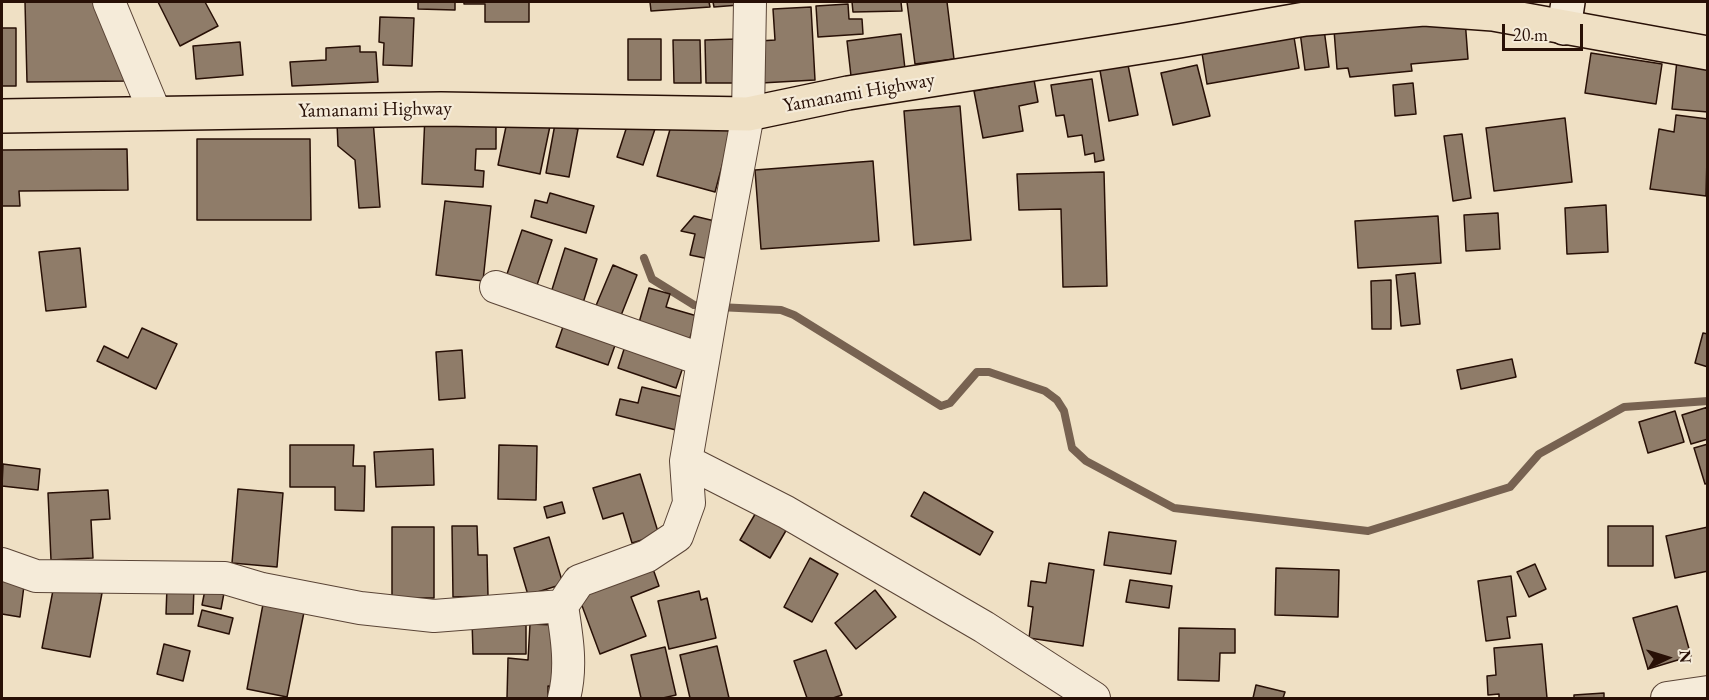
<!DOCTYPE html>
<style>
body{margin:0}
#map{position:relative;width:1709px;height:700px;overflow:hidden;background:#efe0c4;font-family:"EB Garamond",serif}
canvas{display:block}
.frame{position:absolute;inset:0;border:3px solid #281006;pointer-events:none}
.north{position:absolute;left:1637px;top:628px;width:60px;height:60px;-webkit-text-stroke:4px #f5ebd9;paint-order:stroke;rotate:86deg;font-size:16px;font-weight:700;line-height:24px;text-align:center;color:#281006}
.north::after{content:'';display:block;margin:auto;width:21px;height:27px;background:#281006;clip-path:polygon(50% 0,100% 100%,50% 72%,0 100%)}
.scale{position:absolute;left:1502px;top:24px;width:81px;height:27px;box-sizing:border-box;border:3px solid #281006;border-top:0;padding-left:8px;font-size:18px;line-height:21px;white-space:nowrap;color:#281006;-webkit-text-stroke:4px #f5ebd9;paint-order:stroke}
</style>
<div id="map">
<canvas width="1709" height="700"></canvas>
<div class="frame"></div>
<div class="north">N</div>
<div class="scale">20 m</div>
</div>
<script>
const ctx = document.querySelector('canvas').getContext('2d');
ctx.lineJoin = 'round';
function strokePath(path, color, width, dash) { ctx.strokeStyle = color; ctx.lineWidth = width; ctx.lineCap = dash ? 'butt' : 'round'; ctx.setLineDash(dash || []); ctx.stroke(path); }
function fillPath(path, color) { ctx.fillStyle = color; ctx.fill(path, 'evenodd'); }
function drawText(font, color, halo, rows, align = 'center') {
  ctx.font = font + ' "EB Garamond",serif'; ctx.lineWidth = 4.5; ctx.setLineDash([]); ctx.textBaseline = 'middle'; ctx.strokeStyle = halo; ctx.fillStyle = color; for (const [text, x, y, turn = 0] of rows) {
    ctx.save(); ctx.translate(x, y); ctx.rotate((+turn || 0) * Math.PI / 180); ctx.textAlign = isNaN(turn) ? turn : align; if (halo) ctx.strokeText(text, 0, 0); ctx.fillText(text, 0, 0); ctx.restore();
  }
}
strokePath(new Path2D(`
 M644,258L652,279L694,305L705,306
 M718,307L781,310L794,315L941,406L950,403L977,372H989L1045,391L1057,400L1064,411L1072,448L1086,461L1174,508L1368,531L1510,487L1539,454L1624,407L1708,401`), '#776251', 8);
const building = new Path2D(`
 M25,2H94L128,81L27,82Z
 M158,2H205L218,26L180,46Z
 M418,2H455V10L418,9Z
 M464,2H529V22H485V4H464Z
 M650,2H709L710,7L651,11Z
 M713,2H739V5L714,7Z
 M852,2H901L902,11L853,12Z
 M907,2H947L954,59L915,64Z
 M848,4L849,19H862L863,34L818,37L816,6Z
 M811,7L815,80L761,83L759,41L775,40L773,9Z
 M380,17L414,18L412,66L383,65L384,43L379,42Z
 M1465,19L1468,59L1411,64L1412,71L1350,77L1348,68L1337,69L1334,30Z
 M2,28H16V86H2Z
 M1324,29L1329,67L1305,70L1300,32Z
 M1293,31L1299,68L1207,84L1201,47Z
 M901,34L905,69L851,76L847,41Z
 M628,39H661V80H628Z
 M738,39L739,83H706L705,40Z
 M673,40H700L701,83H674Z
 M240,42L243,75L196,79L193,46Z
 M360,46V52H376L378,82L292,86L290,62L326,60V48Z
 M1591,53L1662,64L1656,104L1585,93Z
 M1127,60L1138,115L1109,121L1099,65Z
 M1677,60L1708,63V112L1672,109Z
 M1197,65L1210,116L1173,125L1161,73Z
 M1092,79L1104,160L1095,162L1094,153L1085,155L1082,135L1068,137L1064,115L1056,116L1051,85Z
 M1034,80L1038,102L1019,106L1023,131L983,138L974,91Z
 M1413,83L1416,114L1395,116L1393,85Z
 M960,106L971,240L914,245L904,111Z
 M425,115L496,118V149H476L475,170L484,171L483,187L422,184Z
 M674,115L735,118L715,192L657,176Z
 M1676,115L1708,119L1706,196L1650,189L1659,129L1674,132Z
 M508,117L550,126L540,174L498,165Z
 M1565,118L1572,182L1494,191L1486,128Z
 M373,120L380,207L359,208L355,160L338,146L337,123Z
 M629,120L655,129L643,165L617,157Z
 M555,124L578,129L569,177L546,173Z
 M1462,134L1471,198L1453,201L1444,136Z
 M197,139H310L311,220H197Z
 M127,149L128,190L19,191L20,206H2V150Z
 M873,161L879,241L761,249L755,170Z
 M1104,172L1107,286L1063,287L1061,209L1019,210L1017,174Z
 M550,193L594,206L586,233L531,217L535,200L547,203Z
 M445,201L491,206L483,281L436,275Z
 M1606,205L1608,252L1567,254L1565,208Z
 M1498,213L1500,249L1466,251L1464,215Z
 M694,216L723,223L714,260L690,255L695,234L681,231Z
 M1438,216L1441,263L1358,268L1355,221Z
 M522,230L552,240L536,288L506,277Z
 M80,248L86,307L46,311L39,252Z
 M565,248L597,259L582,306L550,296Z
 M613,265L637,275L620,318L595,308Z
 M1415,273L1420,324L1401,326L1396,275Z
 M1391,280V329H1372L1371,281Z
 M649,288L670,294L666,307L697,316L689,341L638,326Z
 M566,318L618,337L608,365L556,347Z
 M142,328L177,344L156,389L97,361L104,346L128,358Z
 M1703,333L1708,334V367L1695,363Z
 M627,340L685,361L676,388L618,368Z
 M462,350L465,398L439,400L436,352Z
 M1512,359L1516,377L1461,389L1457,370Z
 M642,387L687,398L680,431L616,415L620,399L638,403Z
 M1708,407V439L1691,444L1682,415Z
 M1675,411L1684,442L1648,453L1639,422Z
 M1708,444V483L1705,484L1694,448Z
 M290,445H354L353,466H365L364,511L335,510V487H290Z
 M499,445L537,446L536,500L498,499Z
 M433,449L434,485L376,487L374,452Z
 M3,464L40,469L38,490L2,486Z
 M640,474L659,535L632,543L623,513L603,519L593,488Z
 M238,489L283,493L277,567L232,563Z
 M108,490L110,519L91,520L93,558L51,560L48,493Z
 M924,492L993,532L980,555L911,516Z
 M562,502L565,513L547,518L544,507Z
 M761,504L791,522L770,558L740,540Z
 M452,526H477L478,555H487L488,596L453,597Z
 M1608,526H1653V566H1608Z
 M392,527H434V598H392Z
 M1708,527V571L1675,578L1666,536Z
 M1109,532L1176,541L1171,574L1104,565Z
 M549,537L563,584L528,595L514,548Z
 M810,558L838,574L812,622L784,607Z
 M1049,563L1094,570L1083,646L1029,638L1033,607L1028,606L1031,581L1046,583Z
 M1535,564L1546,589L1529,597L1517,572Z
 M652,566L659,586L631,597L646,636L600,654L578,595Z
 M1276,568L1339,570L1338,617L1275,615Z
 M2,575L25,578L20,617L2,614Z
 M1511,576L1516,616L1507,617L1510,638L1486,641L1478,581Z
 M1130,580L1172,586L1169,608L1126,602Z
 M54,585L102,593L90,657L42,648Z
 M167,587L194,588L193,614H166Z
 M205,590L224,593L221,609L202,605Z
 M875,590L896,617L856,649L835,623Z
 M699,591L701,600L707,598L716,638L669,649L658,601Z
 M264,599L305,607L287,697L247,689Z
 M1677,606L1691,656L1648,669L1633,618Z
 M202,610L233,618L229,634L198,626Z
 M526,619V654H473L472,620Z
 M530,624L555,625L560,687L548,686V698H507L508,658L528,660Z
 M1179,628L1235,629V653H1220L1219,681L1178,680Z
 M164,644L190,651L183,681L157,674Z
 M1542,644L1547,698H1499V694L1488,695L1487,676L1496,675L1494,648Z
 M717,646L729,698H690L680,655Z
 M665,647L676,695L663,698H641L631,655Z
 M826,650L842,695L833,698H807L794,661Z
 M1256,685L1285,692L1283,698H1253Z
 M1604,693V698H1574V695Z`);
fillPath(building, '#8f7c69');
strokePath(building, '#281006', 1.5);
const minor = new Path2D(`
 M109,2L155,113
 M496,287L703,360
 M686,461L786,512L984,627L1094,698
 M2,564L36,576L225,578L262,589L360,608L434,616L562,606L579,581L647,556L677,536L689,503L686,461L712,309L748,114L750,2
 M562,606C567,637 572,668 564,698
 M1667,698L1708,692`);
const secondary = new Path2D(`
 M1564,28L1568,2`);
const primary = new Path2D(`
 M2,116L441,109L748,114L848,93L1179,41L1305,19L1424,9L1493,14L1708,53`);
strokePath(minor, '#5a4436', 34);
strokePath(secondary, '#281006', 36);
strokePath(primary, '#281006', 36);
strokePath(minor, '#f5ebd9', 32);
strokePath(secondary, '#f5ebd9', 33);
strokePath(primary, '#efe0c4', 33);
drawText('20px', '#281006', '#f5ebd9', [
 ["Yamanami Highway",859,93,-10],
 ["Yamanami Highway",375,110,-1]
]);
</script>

• **Exercise requirements**
Copy the records above exactly, from the first line through the line containing "function fillPath(path, color)", and leave out the pictures.

• **Response for this exercise**
<!DOCTYPE html>
<style>
body{margin:0}
#map{position:relative;width:1709px;height:700px;overflow:hidden;background:#efe0c4;font-family:"EB Garamond",serif}
canvas{display:block}
.frame{position:absolute;inset:0;border:3px solid #281006;pointer-events:none}
.north{position:absolute;left:1637px;top:628px;width:60px;height:60px;-webkit-text-stroke:4px #f5ebd9;paint-order:stroke;rotate:86deg;font-size:16px;font-weight:700;line-height:24px;text-align:center;color:#281006}
.north::after{content:'';display:block;margin:auto;width:21px;height:27px;background:#281006;clip-path:polygon(50% 0,100% 100%,50% 72%,0 100%)}
.scale{position:absolute;left:1502px;top:24px;width:81px;height:27px;box-sizing:border-box;border:3px solid #281006;border-top:0;padding-left:8px;font-size:18px;line-height:21px;white-space:nowrap;color:#281006;-webkit-text-stroke:4px #f5ebd9;paint-order:stroke}
</style>
<div id="map">
<canvas width="1709" height="700"></canvas>
<div class="frame"></div>
<div class="north">N</div>
<div class="scale">20 m</div>
</div>
<script>
const ctx = document.querySelector('canvas').getContext('2d');
ctx.lineJoin = 'round';
function strokePath(path, color, width, dash) { ctx.strokeStyle = color; ctx.lineWidth = width; ctx.lineCap = dash ? 'butt' : 'round'; ctx.setLineDash(dash || []); ctx.stroke(path); }
function fillPath(path, color) { ctx.fillStyle = color; ctx.fill(path, 'evenodd'); }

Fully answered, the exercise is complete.